Look at the data below and print exactly the lines from its first line through the line with "width:22px; height:22px; translate:-50%"; the pictures stay out of the copy.

Dataset entries
════
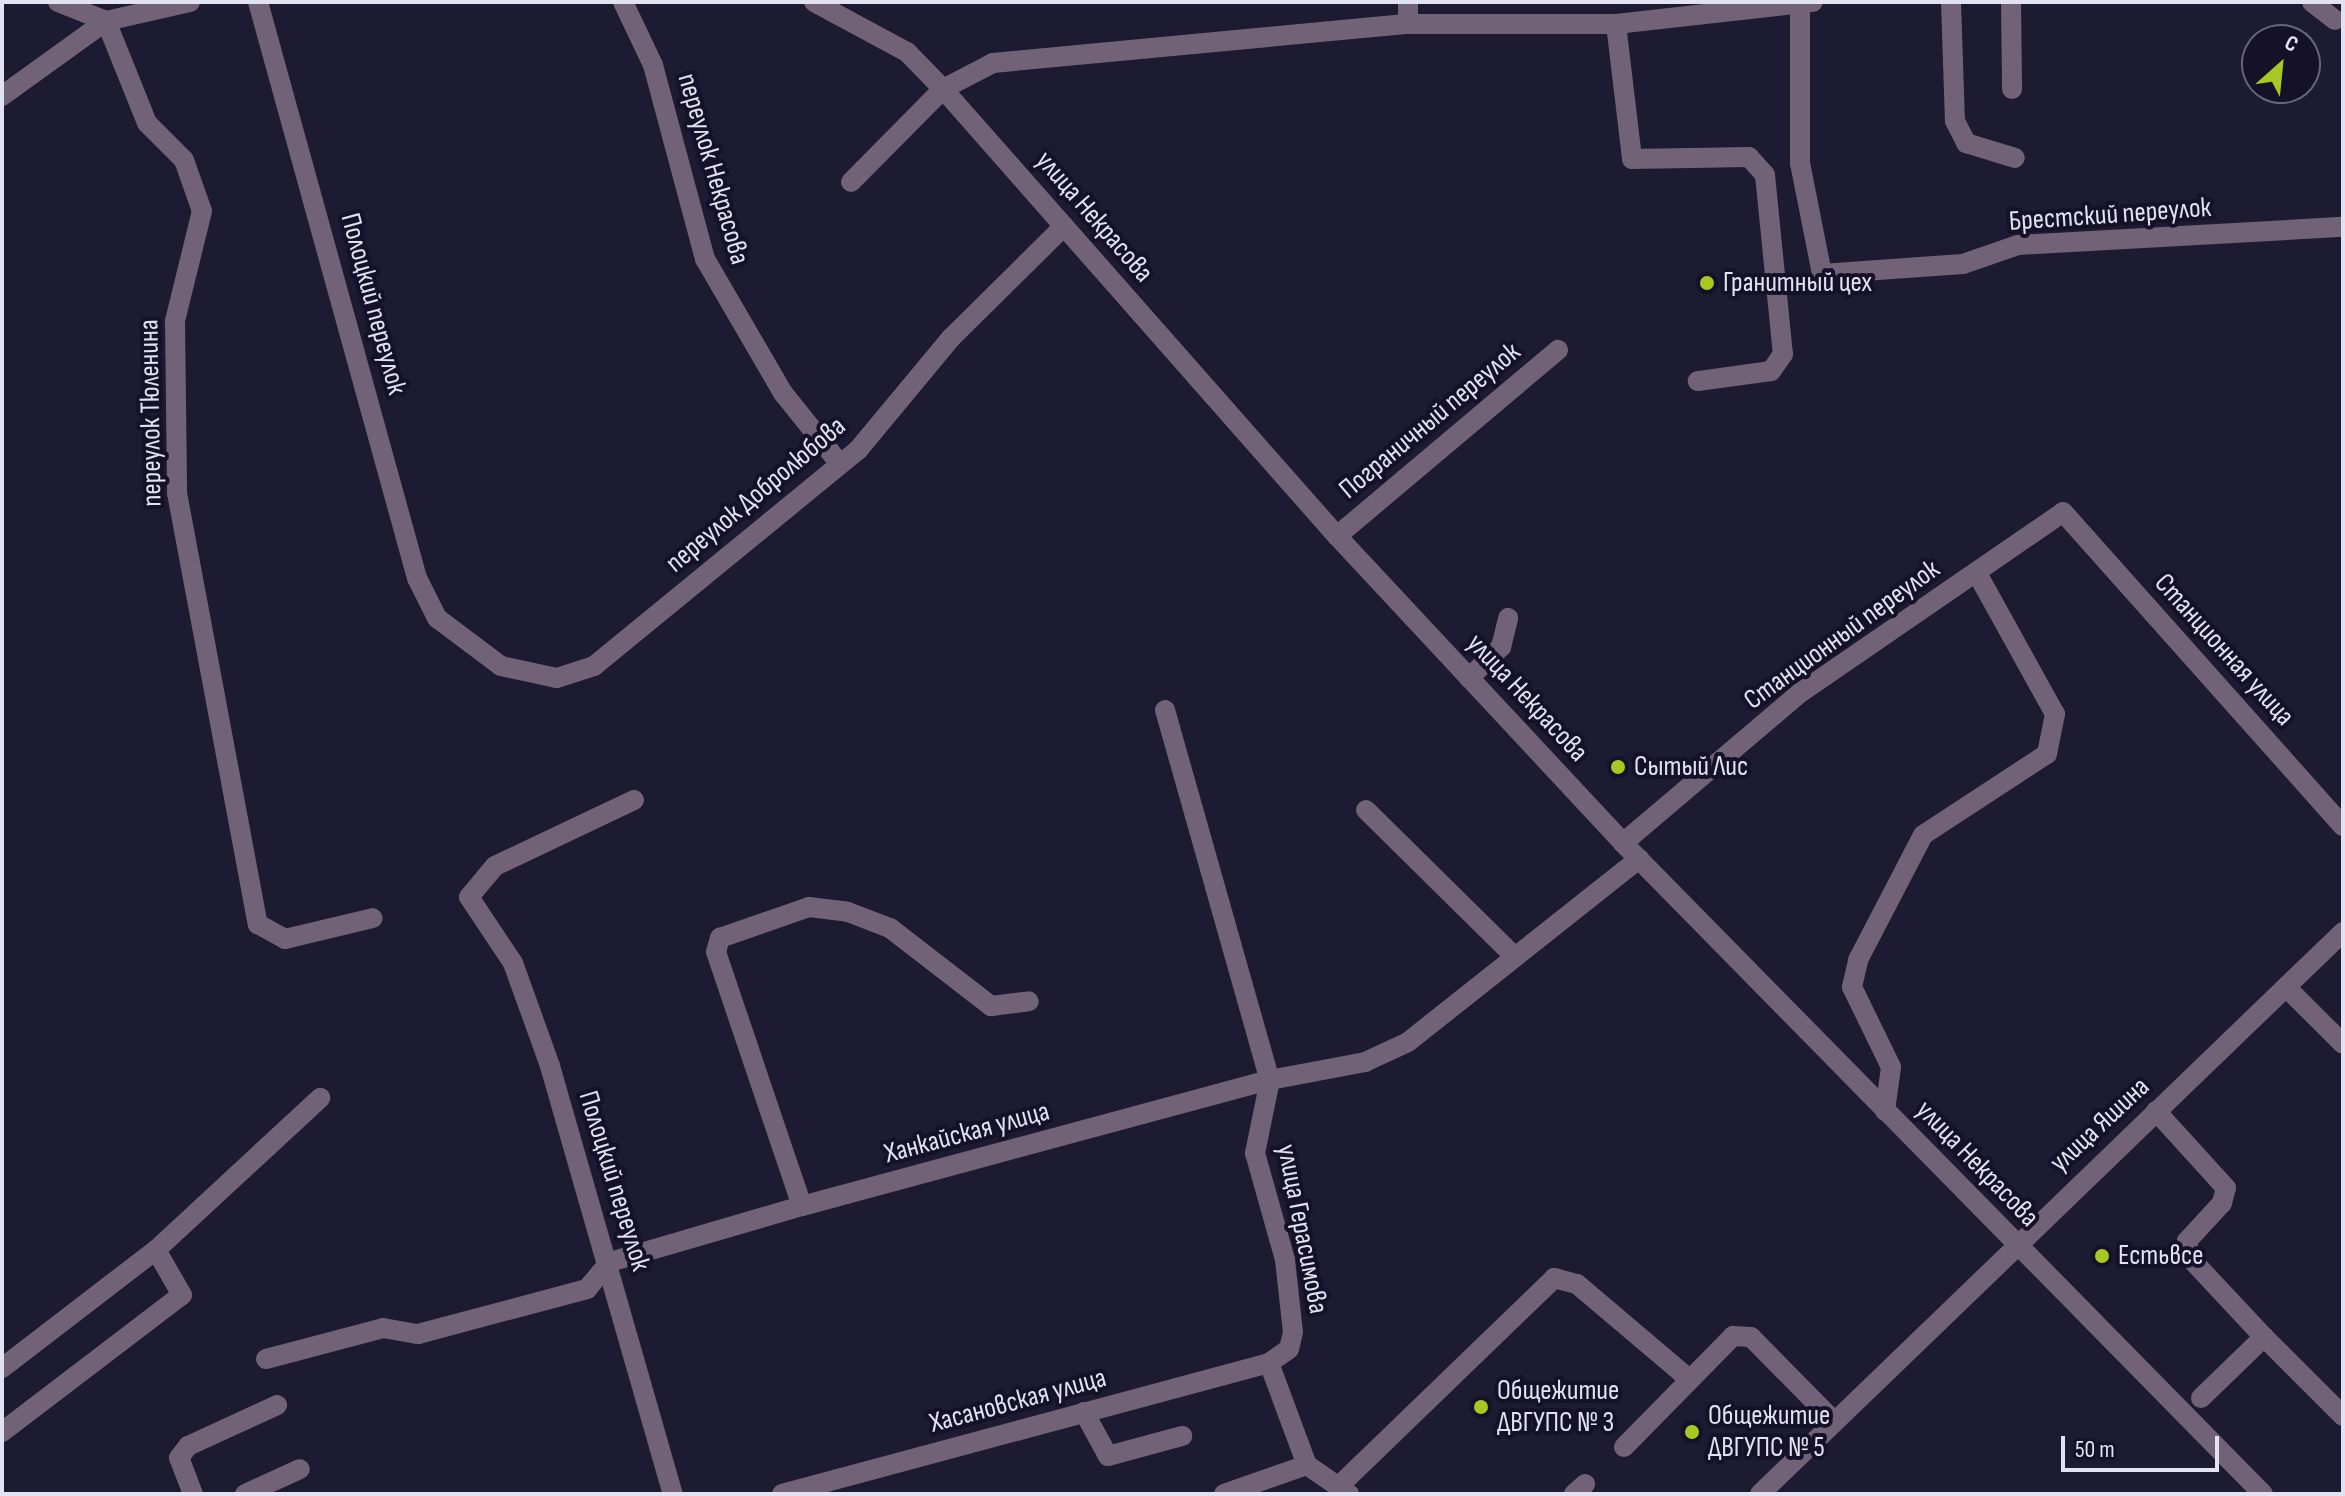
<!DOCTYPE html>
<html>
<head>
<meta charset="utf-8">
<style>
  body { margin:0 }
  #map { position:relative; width:2345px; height:1496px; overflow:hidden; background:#1c1b32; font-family:"Sofia Sans Condensed",sans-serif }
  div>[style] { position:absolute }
  .minor>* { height:20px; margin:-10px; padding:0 10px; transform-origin:10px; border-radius:10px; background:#726277 }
  .dots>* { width:22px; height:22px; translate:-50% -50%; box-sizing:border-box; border:4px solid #141128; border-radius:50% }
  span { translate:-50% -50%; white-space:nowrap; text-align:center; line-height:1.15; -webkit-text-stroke:8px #141128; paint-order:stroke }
  .street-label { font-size:28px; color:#e2e2f3 }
  .poi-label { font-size:28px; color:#e2e2f3 }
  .left { translate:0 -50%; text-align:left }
  .frame { position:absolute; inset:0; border:4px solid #e2e2f3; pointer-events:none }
  .north { position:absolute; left:2241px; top:24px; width:80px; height:80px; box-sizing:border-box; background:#141128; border:2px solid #666579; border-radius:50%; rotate:27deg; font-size:22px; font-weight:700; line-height:32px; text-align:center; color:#e2e2f3 }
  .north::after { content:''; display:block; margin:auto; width:28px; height:36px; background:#a7c820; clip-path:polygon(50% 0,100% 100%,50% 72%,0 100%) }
  .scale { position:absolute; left:2061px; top:1436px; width:158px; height:36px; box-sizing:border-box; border:4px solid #e2e2f3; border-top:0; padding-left:10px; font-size:24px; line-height:28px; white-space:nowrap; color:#e2e2f3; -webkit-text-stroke:6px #141128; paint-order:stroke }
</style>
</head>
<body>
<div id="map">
  <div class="minor">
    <div style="left:58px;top:2px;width:52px;rotate:21.6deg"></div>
    <div style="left:106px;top:21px;width:110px;rotate:68.1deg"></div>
    <div style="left:147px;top:123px;width:52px;rotate:45deg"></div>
    <div style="left:184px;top:160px;width:54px;rotate:70.6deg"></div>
    <div style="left:202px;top:211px;width:113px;rotate:103.8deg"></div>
    <div style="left:175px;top:321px;width:172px;rotate:89.3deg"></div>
    <div style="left:177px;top:493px;width:439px;rotate:79.4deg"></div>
    <div style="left:258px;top:924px;width:31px;rotate:29deg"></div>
    <div style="left:285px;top:939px;width:90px;rotate:-13.4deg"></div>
    <div style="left:258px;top:2px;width:598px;rotate:74.57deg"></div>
    <div style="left:417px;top:578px;width:45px;rotate:63.4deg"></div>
    <div style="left:437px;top:618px;width:80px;rotate:36.9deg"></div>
    <div style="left:501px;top:666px;width:57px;rotate:12.1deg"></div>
    <div style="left:557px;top:678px;width:39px;rotate:-18deg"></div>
    <div style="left:594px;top:666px;width:341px;rotate:-39.3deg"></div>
    <div style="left:858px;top:450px;width:146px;rotate:-50.3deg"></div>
    <div style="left:951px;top:338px;width:159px;rotate:-44.7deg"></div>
    <div style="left:623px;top:2px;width:70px;rotate:64.5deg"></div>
    <div style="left:653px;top:65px;width:201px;rotate:75deg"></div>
    <div style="left:705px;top:259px;width:155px;rotate:59.8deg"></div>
    <div style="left:783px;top:393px;width:91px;rotate:51.2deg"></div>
    <div style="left:814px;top:2px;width:106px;rotate:28.3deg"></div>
    <div style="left:907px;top:52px;width:52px;rotate:45.8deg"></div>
    <div style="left:943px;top:89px;width:596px;rotate:48.61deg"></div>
    <div style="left:1337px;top:536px;width:420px;rotate:47deg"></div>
    <div style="left:1623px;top:843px;width:913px;rotate:45.49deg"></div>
    <div style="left:1408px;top:2px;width:22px;rotate:90deg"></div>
    <div style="left:1951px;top:2px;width:119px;rotate:88.1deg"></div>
    <div style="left:1955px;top:121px;width:25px;rotate:63deg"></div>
    <div style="left:1966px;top:143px;width:51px;rotate:17deg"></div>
    <div style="left:2011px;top:2px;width:87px;rotate:89.3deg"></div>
    <div style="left:2312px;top:2px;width:29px;rotate:38deg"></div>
    <div style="left:1800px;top:3px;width:160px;rotate:90deg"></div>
    <div style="left:1800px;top:163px;width:113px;rotate:78.8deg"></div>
    <div style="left:1822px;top:274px;width:141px;rotate:-4.1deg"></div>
    <div style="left:1963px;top:264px;width:58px;rotate:-19.1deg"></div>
    <div style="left:2018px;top:245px;width:325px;rotate:-3.2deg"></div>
    <div style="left:1616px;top:24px;width:136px;rotate:83.2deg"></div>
    <div style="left:1632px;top:159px;width:117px;rotate:-1deg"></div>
    <div style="left:1749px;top:157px;width:24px;rotate:48deg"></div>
    <div style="left:1765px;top:175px;width:180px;rotate:84.3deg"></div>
    <div style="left:1783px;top:354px;width:21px;rotate:125deg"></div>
    <div style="left:1771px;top:371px;width:74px;rotate:172.2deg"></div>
    <div style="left:2px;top:96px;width:128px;rotate:-35.8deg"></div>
    <div style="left:106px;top:21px;width:86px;rotate:-12.7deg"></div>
    <div style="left:851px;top:182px;width:131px;rotate:-45.3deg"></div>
    <div style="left:943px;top:89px;width:56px;rotate:-27.5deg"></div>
    <div style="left:993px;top:63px;width:417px;rotate:-5.4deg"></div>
    <div style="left:1408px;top:24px;width:208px"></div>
    <div style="left:1616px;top:24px;width:198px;rotate:-6.4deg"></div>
    <div style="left:1337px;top:536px;width:289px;rotate:-40.1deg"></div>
    <div style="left:1469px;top:678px;width:45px;rotate:-44.1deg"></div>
    <div style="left:1501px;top:647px;width:30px;rotate:-76deg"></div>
    <div style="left:1165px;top:710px;width:385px;rotate:74.2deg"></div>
    <div style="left:1270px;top:1080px;width:75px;rotate:101.6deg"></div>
    <div style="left:1255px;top:1153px;width:111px;rotate:74.3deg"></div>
    <div style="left:1285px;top:1260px;width:72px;rotate:83.7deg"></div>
    <div style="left:1293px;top:1332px;width:17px;rotate:103deg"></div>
    <div style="left:1289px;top:1349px;width:24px;rotate:145deg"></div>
    <div style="left:1269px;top:1363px;width:109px;rotate:69.6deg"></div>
    <div style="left:1307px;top:1465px;width:51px;rotate:34.6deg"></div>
    <div style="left:634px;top:800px;width:154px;rotate:154.6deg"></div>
    <div style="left:495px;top:866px;width:40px;rotate:130deg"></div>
    <div style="left:469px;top:897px;width:79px;rotate:56.3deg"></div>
    <div style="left:513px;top:963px;width:109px;rotate:70.2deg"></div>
    <div style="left:550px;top:1066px;width:445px;rotate:74deg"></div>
    <div style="left:1366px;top:810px;width:209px;rotate:44.6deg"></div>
    <div style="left:1623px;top:843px;width:232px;rotate:-40.3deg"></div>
    <div style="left:1800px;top:693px;width:319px;rotate:-34.5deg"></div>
    <div style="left:2063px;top:512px;width:421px;rotate:48.3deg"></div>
    <div style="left:2289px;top:990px;width:76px;rotate:45deg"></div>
    <div style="left:1885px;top:1111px;width:44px;rotate:-82.2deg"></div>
    <div style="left:1891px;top:1067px;width:89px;rotate:-116deg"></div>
    <div style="left:1852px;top:987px;width:28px;rotate:-77deg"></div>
    <div style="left:1858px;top:960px;width:141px;rotate:-62.5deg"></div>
    <div style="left:1923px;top:835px;width:148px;rotate:-33.2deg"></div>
    <div style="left:2047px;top:754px;width:41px;rotate:-78.7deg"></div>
    <div style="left:2055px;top:714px;width:161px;rotate:-119deg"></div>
    <div style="left:2156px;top:1111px;width:104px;rotate:47.7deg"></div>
    <div style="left:2226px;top:1188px;width:16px;rotate:105deg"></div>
    <div style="left:2222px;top:1203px;width:52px;rotate:132.6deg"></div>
    <div style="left:2187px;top:1241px;width:17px;rotate:80deg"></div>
    <div style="left:2190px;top:1258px;width:108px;rotate:46.9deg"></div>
    <div style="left:802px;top:1206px;width:268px;rotate:-108.7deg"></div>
    <div style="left:716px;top:952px;width:15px;rotate:-74deg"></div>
    <div style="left:720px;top:938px;width:94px;rotate:-19.2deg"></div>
    <div style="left:809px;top:907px;width:39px;rotate:7deg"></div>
    <div style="left:848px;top:912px;width:45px;rotate:20.9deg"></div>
    <div style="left:890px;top:928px;width:128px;rotate:37.7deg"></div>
    <div style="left:991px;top:1006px;width:38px;rotate:-7deg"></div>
    <div style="left:266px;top:1359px;width:121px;rotate:-14.8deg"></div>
    <div style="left:383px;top:1328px;width:36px;rotate:10deg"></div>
    <div style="left:418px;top:1334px;width:175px;rotate:-14.9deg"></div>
    <div style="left:587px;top:1289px;width:35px;rotate:-50deg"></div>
    <div style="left:610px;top:1262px;width:200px;rotate:-16.3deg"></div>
    <div style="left:802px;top:1206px;width:485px;rotate:-15.1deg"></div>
    <div style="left:1270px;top:1080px;width:97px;rotate:-10.7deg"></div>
    <div style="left:1365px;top:1062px;width:47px;rotate:-24.9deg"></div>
    <div style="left:1408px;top:1042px;width:295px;rotate:-38.4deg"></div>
    <div style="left:2px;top:1368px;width:194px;rotate:-37.5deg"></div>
    <div style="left:156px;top:1250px;width:224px;rotate:-42.8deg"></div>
    <div style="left:2201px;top:1398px;width:88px;rotate:-44.1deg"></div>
    <div style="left:2264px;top:1337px;width:112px;rotate:45deg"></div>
    <div style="left:1084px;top:1412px;width:50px;rotate:61.4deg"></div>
    <div style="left:1108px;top:1456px;width:77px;rotate:-15.1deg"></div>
    <div style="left:2px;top:1432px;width:226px;rotate:-37.3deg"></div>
    <div style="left:182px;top:1295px;width:52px;rotate:-120deg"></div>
    <div style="left:1624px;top:1447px;width:156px;rotate:-45.5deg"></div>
    <div style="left:1733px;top:1336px;width:18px;rotate:3deg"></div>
    <div style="left:1751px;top:1337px;width:114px;rotate:45.4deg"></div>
    <div style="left:1340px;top:1485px;width:298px;rotate:-44deg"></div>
    <div style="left:1554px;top:1278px;width:24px;rotate:15deg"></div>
    <div style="left:1577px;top:1284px;width:148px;rotate:40.3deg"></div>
    <div style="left:193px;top:1494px;width:39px;rotate:-111deg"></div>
    <div style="left:179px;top:1458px;width:15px;rotate:-53deg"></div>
    <div style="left:188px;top:1446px;width:98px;rotate:-24.7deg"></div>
    <div style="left:245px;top:1494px;width:60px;rotate:-24.4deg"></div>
    <div style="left:782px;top:1494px;width:504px;rotate:-15.06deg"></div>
    <div style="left:1224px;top:1494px;width:88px;rotate:-19.3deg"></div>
    <div style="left:1574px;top:1494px;width:15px;rotate:-42deg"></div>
    <div style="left:1760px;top:1494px;width:810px;rotate:-43.95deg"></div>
  </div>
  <div class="dots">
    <div style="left:1707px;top:283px;background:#a7c820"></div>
    <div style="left:1618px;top:767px;background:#a7c820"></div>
    <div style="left:2102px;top:1256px;background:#a7c820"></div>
    <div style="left:1481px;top:1407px;background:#a7c820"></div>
    <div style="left:1692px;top:1432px;background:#a7c820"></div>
  </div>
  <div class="street-label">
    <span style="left:713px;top:169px;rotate:74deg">переулок Некрасова</span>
    <span style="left:2110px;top:215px;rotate:-4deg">Брестский переулок</span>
    <span style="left:1094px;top:217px;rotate:49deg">улица Некрасова</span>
    <span style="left:373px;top:304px;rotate:75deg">Полоцкий переулок</span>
    <span style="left:151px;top:413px;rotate:-91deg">переулок Тюленина</span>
    <span style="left:1430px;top:421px;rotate:-40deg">Пограничный переулок</span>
    <span style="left:756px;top:495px;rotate:-40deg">переулок Добролюбова</span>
    <span style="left:1842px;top:635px;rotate:-36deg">Станционный переулок</span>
    <span style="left:2224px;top:650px;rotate:48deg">Станционная улица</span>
    <span style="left:1527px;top:698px;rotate:47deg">улица Некрасова</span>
    <span style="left:2100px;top:1125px;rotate:-43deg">улица Яшина</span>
    <span style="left:967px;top:1133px;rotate:-15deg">Ханкайская улица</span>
    <span style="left:1977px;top:1164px;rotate:46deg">улица Некрасова</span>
    <span style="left:614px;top:1181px;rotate:73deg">Полоцкий переулок</span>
    <span style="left:1302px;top:1229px;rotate:79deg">улица Герасимова</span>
    <span style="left:1018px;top:1401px;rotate:-15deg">Хасановская улица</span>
  </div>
  <div class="poi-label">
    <span class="left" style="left:1723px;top:283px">Гранитный цех</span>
    <span class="left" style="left:1634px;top:767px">Сытый Лис</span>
    <span class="left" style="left:2118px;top:1256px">Естьвсе</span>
    <span class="left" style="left:1497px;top:1407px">Общежитие<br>ДВГУПС № 3</span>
    <span class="left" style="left:1708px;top:1432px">Общежитие<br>ДВГУПС № 5</span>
  </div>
  <div class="frame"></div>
  <div class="north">С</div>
  <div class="scale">50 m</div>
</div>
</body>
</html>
════
The answer:
<!DOCTYPE html>
<html>
<head>
<meta charset="utf-8">
<style>
  body { margin:0 }
  #map { position:relative; width:2345px; height:1496px; overflow:hidden; background:#1c1b32; font-family:"Sofia Sans Condensed",sans-serif }
  div>[style] { position:absolute }
  .minor>* { height:20px; margin:-10px; padding:0 10px; transform-origin:10px; border-radius:10px; background:#726277 }
  .dots>* { width:22px; height:22px; translate:-50% -50%; box-sizing:border-box; border:4px solid #141128; border-radius:50% }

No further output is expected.